Problem -
Reproduce the listing in its entirety. Do not reproduce the pictures.

-- -- --

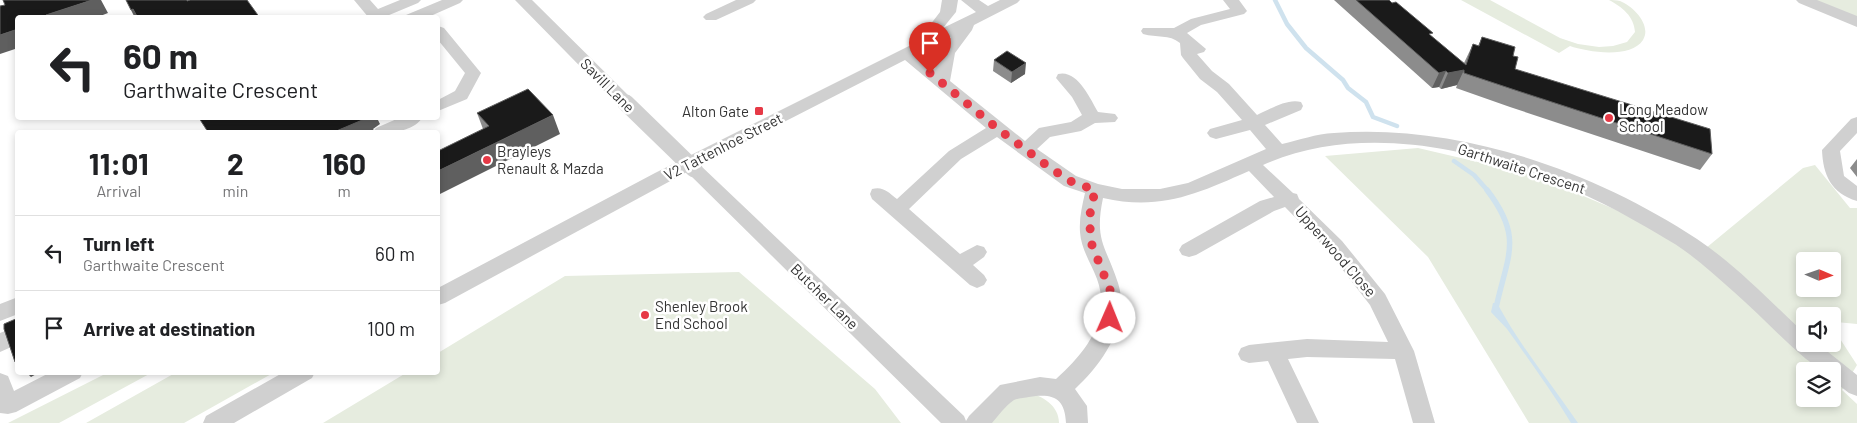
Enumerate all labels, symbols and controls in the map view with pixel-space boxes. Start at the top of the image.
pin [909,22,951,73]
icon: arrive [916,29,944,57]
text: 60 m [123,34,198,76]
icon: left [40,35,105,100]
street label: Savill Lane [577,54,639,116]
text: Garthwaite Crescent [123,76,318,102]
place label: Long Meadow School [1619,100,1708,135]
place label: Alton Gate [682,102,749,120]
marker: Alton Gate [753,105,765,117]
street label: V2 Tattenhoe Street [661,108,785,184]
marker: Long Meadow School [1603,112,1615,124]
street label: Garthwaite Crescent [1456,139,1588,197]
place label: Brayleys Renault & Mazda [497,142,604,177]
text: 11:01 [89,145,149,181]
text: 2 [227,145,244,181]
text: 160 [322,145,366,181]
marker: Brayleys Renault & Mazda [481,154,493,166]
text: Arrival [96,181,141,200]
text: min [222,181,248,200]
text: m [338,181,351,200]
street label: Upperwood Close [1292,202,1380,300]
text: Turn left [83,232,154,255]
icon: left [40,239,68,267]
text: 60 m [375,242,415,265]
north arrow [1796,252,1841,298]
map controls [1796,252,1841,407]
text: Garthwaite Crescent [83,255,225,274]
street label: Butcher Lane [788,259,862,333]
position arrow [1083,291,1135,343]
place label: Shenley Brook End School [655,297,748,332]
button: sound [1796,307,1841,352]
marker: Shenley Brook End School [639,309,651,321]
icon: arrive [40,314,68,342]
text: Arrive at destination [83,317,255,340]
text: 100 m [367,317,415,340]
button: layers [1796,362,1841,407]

-- -- --

Answer below -
Enumerate all labels, symbols and controls in the map view with pixel-space boxes. Start at the top of the image.
pin [909,22,951,73]
icon: arrive [916,29,944,57]
text: 60 m [123,34,198,76]
icon: left [40,35,105,100]
street label: Savill Lane [577,54,639,116]
text: Garthwaite Crescent [123,76,318,102]
place label: Long Meadow School [1619,100,1708,135]
place label: Alton Gate [682,102,749,120]
marker: Alton Gate [753,105,765,117]
street label: V2 Tattenhoe Street [661,108,785,184]
marker: Long Meadow School [1603,112,1615,124]
street label: Garthwaite Crescent [1456,139,1588,197]
place label: Brayleys Renault & Mazda [497,142,604,177]
text: 11:01 [89,145,149,181]
text: 2 [227,145,244,181]
text: 160 [322,145,366,181]
marker: Brayleys Renault & Mazda [481,154,493,166]
text: Arrival [96,181,141,200]
text: min [222,181,248,200]
text: m [338,181,351,200]
street label: Upperwood Close [1292,202,1380,300]
text: Turn left [83,232,154,255]
icon: left [40,239,68,267]
text: 60 m [375,242,415,265]
north arrow [1796,252,1841,298]
map controls [1796,252,1841,407]
text: Garthwaite Crescent [83,255,225,274]
street label: Butcher Lane [788,259,862,333]
position arrow [1083,291,1135,343]
place label: Shenley Brook End School [655,297,748,332]
button: sound [1796,307,1841,352]
marker: Shenley Brook End School [639,309,651,321]
icon: arrive [40,314,68,342]
text: Arrive at destination [83,317,255,340]
text: 100 m [367,317,415,340]
button: layers [1796,362,1841,407]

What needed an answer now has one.